Build a Load Balancer in Python From Scratch

Round-robin, weighted, and least-connections — three algorithms you configure in nginx every week, now built from zero

Apr 03, 2026

You have written this exact config hundreds of times:

upstream backend {
    server 10.0.0.1 weight=3;
    server 10.0.0.2 weight=1;
    server 10.0.0.3 weight=1;
}

But have you ever built what happens inside that upstream block? Today, we build three load balancing algorithms from scratch and learn the design pattern that lets you swap them at runtime without changing a single line of caller code.

The 3-Question Framework

What does the system DO? It distributes incoming requests across multiple backend servers. This is the Strategy pattern — the load balancer owns a pluggable algorithm that decides which server gets the next request.

You can swap algorithms (round-robin, weighted, and least-connections) at runtime without changing the routing code.

What operations must be FAST? Every single request passes through the load balancer. Selecting the next server must be O(1).

We cannot scan all servers or sort them on every request.

A list + index counter gives us O(1) round-robin.

A pre-expanded list gives us O(1) weighted selection.

A min-heap or linear scan handles the least connections.

What is the core LOGIC? Each algorithm answers the same question differently: “Given N servers, which one should handle this request?”

Pattern:    Strategy (swap algorithms at runtime)
Structure:  list + counter (round-robin), expanded list (weighted), heap (least-conn)
Algorithm:  Stateless rotation, weighted expansion, connection-aware selection

The Strategy Pattern: Why It Matters Here

Before we write any load-balancing code, let us build the pattern that holds it all together. The Strategy pattern is one of the most useful patterns in system design interviews — and one you already use daily.

from abc import ABC, abstractmethod

class LoadBalancer(ABC):
    """Base class — all algorithms implement this interface."""

    @abstractmethod
    def select(self) -> str:
        """Return the address of the next server to handle a request."""
        pass

    @abstractmethod
    def add_server(self, address: str, weight: int = 1) -> None:
        pass

    @abstractmethod
    def remove_server(self, address: str) -> None:
        pass

Every algorithm we build will implement this interface.

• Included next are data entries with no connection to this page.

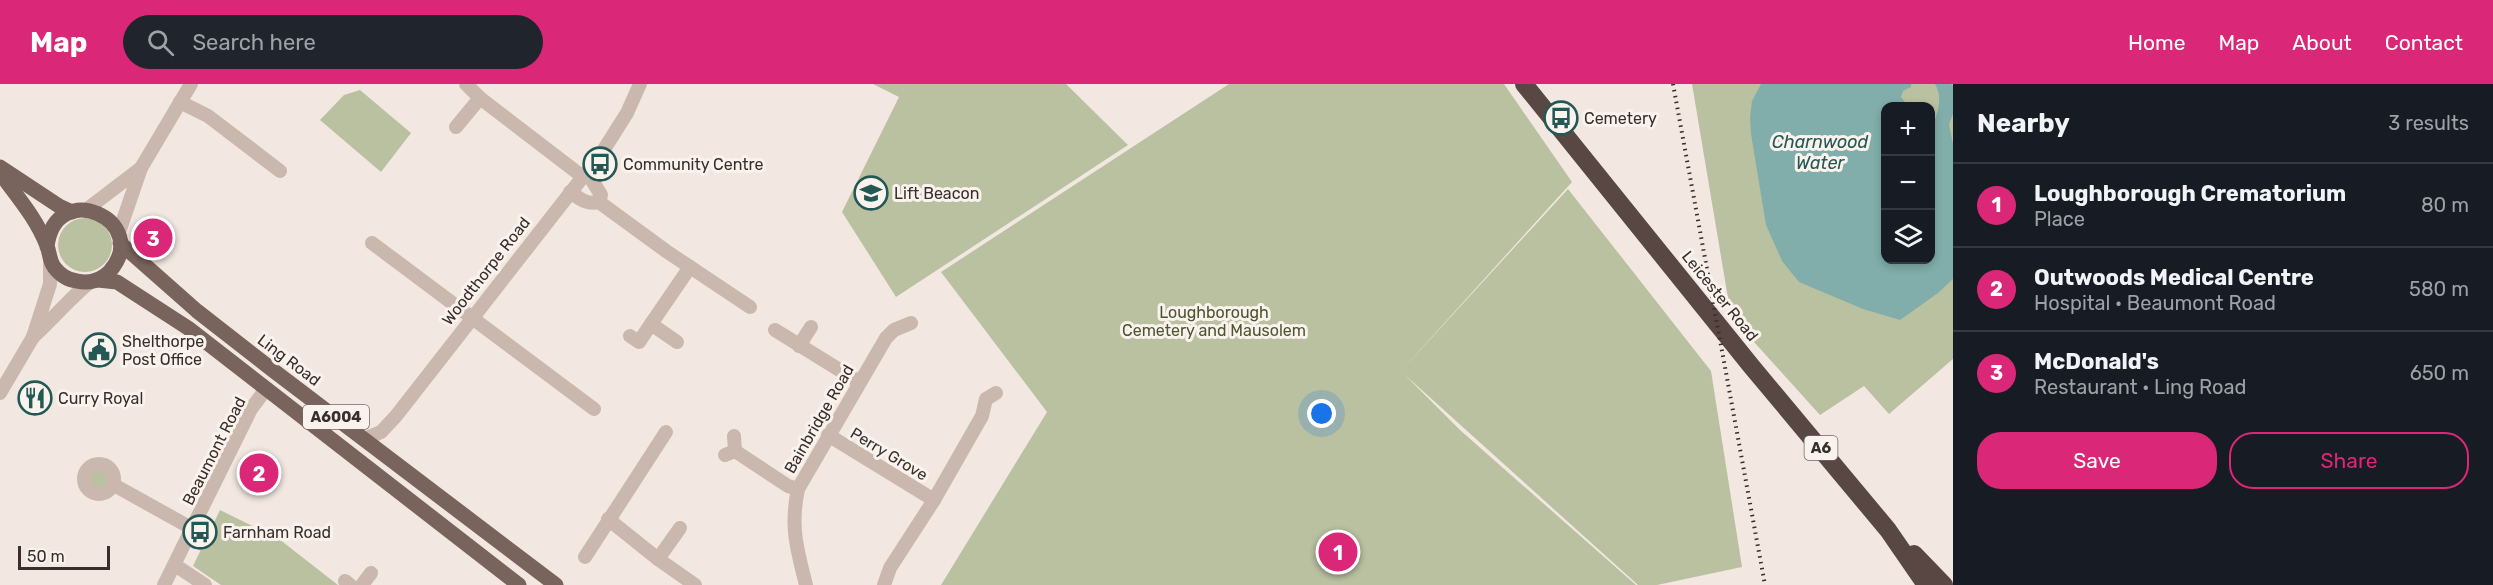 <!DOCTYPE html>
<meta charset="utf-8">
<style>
:root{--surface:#171b24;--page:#20242c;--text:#f1f3f6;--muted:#9ea1a6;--line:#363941;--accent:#db2777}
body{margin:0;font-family:Rubik,sans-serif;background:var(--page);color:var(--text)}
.controls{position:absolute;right:18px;top:18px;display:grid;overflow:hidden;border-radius:12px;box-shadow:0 3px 9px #0003}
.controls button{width:54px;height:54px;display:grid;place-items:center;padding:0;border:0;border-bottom:2px solid var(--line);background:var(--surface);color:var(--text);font:30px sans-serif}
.scale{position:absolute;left:18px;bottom:15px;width:92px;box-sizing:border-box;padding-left:6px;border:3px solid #392e2b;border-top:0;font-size:16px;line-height:21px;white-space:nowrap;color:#392e2b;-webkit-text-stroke:4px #faf2ed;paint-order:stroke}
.you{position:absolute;left:1322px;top:330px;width:21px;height:21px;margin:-15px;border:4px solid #fff;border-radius:50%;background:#1a73e8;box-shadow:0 0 0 9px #1a73e833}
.badge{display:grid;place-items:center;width:39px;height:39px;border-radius:50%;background:var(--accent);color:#fff;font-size:20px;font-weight:700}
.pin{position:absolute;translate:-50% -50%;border:3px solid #fff;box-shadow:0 2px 6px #0006}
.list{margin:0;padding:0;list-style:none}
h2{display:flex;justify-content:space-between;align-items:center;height:78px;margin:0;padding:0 24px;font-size:26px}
h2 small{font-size:20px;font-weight:400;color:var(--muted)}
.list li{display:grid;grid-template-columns:39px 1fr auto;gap:18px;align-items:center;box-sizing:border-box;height:84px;padding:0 24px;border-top:2px solid var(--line)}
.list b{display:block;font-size:22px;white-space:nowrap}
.list p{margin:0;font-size:20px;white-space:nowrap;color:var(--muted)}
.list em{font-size:20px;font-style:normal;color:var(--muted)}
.actions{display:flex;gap:12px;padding:18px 24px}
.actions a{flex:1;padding:14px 0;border:2px solid var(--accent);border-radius:24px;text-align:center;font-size:21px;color:var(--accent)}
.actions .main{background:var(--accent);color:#fff}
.icon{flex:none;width:33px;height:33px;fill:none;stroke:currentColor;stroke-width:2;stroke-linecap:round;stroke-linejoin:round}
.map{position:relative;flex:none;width:1953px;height:501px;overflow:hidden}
header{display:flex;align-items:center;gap:36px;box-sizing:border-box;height:84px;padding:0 30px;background:var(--accent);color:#fff}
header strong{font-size:28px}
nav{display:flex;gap:33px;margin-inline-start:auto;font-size:21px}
.search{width:420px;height:54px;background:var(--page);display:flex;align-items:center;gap:15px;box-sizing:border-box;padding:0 21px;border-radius:33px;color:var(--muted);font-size:22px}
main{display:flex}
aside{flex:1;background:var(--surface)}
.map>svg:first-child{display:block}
</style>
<header>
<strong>Map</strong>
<div class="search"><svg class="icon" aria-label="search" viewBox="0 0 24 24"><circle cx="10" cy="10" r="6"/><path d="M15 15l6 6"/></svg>Search here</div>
<nav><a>Home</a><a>Map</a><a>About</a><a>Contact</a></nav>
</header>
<main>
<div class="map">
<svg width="1953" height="501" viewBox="0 0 1953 501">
<rect width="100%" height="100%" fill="#f2e8e1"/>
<g fill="#bac1a1" fill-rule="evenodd">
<polygon points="873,0 1066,0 1128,61 896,213 842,128 899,13"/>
<polygon points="1229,0 1504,0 1572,98 1401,287 1568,105 1711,287 1742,483 1657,501 1638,501 1405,291 1460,346 1636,501 941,501 1047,328 941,188"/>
<path d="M 1692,0 L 1953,0 L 1953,275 L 1889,330 L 1864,302 L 1820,331 L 1735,237 L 1730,226 ZM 1886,22 L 1930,22 L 1930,176 L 1886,176 Z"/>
<polygon points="360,6 411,49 381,88 320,36 344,11"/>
<circle cx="85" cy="161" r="27"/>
<circle cx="99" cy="395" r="15"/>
<polygon points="220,426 279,455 338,501 221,501 193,482"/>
</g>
<path fill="#81aeaa" d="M 1761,0 L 1911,0 L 1911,3 L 1903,7 L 1901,13 L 1908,22 L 1886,22 L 1886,176 L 1930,176 L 1931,39 L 1934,38 C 1939,27 1942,11 1935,0 L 1951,0 L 1953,2 L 1953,30 L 1949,40 L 1953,60 L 1953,195 L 1938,209 L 1900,236 L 1863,225 L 1799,198 L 1782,177 L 1766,141 L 1751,50 L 1750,33 L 1752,17 Z"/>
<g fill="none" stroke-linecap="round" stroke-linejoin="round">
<g stroke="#cab7ad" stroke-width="14">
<polyline points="466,0 480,14 583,93"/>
<polyline points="180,18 208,32 280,87"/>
<polyline points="456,43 480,14"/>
<path d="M 570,108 C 580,115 587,121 599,118 L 601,111 L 587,88"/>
<polyline points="599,118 666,167 750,223"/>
<polyline points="86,126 141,84"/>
<polyline points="118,151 141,84 191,0"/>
<polyline points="372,159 594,325"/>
<polyline points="651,240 690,183"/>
<polyline points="775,246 859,298"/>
<polyline points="630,252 639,258 651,240 677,258"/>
<path d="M 33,253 C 53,235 69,215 90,198"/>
<polyline points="799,262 811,243"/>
<polyline points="0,309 33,253 50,200 50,174"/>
<polyline points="828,351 934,416"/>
<polyline points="364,355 381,348 396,332 603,67 627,29 640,0"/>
<polyline points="735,367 788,402 798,405"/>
<polyline points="725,371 735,367 734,352"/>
<circle cx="99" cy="395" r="15"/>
<polyline points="114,401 193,445"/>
<polyline points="608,435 658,475 695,501"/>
<polyline points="585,473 666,348"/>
<polyline points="658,475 680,444"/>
<polyline points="175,481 205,501"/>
<polyline points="345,497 350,501"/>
<polyline points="164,501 251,325 266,305"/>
<polyline points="362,501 371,489"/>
<path d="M 806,501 C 797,465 790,443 798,405 L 886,254 L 894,246 L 911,239"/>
<polyline points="884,501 890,484 934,416 982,332 986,315 996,309"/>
</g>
<g stroke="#79635d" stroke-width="15">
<polyline points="0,83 59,122 72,128"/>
<path d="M 0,89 C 16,111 37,135 47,162 C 50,169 49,176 54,183 C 60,191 68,196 77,197 C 89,200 102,196 110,187 C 153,137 55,92 47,163"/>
<polyline points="120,159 197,227 274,287 556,501"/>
<polyline points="98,196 117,198 188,244 519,501"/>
</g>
<g stroke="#594743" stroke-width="18">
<polyline points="1524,0 1752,283 1888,446 1926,501"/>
<polyline points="1914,470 1944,501"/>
</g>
<polyline stroke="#392e2b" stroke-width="4" stroke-dasharray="1.5 4.5" stroke-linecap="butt" points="1673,0 1765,501"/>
</g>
<defs>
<g id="bus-ring" transform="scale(1.725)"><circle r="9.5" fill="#faf2ed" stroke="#235855" stroke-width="1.5"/><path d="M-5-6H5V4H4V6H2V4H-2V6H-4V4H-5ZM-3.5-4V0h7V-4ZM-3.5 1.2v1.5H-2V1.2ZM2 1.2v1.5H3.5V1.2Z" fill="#235855"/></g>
<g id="school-ring" transform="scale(1.725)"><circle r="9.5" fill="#faf2ed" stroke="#235855" stroke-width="1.5"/><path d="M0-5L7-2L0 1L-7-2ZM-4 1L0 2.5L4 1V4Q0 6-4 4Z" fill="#235855"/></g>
<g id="civic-ring" transform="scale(1.725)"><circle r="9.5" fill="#faf2ed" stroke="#235855" stroke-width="1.5"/><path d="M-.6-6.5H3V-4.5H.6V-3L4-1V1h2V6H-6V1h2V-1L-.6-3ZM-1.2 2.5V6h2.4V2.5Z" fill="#235855"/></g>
<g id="restaurant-ring" transform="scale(1.725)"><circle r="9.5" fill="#faf2ed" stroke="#235855" stroke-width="1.5"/><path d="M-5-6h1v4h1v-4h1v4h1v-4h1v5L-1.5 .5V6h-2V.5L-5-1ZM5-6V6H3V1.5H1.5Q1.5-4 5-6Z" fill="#235855"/></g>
</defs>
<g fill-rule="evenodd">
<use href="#bus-ring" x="1561" y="34"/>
<use href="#bus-ring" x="600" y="80"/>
<use href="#school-ring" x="871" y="109"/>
<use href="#civic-ring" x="99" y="266"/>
<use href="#restaurant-ring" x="35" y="314"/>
<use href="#bus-ring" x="200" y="448"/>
</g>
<g text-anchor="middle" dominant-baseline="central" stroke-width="6" stroke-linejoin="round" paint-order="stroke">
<g fill="#faf2ed" stroke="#736965" stroke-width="1.5">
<rect x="303" y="321" width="66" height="24" rx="4.5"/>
<rect x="1804.5" y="352" width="33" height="24" rx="4.5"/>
</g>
<g font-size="15" font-weight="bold" fill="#392e2b">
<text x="336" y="333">A6004</text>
<text x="1821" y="364">A6</text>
</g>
<g font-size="16" fill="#392e2b" stroke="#faf2ed" text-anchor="start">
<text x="1584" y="34">Cemetery</text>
<text x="623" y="80">Community Centre</text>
<text x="894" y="109">Lift Beacon</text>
<text x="122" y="257">Shelthorpe<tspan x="122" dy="18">Post Office</tspan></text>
<text x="58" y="314">Curry Royal</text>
<text x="223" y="448">Farnham Road</text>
</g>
<g font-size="16" fill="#392e2b" stroke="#faf2ed">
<text transform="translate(486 187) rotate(-52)">Woodthorpe Road</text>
<text transform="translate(1720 212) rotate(51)">Leicester Road</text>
<text transform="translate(289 276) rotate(37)">Ling Road</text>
<text transform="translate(819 335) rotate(-60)">Bainbridge Road</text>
<text transform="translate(214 367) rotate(-63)">Beaumont Road</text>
<text transform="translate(889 370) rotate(31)">Perry Grove</text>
</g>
<g font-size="16" fill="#4c5630" stroke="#faf2ed">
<text x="1214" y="228">Loughborough<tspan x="1214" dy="18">Cemetery and Mausolem</tspan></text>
</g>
<g font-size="18" font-style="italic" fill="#235855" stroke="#faf2ed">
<text x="1820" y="58">Charnwood<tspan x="1820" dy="21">Water</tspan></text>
</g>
</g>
</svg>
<div class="controls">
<button>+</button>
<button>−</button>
<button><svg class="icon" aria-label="layers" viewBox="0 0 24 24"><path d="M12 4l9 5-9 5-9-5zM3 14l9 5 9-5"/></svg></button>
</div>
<div class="scale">50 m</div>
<div class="you"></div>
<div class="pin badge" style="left:1338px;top:468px">1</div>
<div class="pin badge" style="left:259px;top:389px">2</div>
<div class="pin badge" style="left:153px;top:154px">3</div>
</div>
<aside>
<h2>Nearby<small>3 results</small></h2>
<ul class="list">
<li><span class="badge">1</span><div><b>Loughborough Crematorium</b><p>Place</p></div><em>80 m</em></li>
<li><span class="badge">2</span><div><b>Outwoods Medical Centre</b><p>Hospital · Beaumont Road</p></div><em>580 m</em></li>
<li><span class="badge">3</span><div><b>McDonald's</b><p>Restaurant · Ling Road</p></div><em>650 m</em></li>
</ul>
<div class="actions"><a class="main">Save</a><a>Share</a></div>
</aside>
</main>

The caller never knows which algorithm is running, and it just calls select() and gets a server address. This is exactly how nginx, HAProxy, and Kubernetes Services work internally.

Interview phrasing: “I would use the Strategy pattern so we can swap load-balancing algorithms without changing the routing code. This is the same pattern behind Terraform providers — same interface, different implementation.”

Algorithm 1: Round-Robin

The simplest approach. Rotate through servers in order. Every server gets equal traffic.

import threading

class RoundRobinBalancer(LoadBalancer):
    """Distribute requests evenly across all servers in rotation."""

    def __init__(self):
        self._servers = []
        self._index = 0
        self._lock = threading.Lock()

    def add_server(self, address: str, weight: int = 1) -> None:
        with self._lock:
            if address not in self._servers:
                self._servers.append(address)

    def remove_server(self, address: str) -> None:
        with self._lock:
            if address in self._servers:
                self._servers.remove(address)
                if self._index >= len(self._servers):
                    self._index = 0

    def select(self) -> str:
        with self._lock:
            if not self._servers:
                raise RuntimeError("No servers available")
            server = self._servers[self._index]
            self._index = (self._index + 1) % len(self._servers)
            return server

Complexity: O(1) select. O(n) add/remove (list operations), but these are rare.

Request 1 → Server A
Request 2 → Server B
Request 3 → Server C
Request 4 → Server A  (wraps around)
Request 5 → Server B
...

When to use: All servers have equal capacity. Simple, predictable, stateless.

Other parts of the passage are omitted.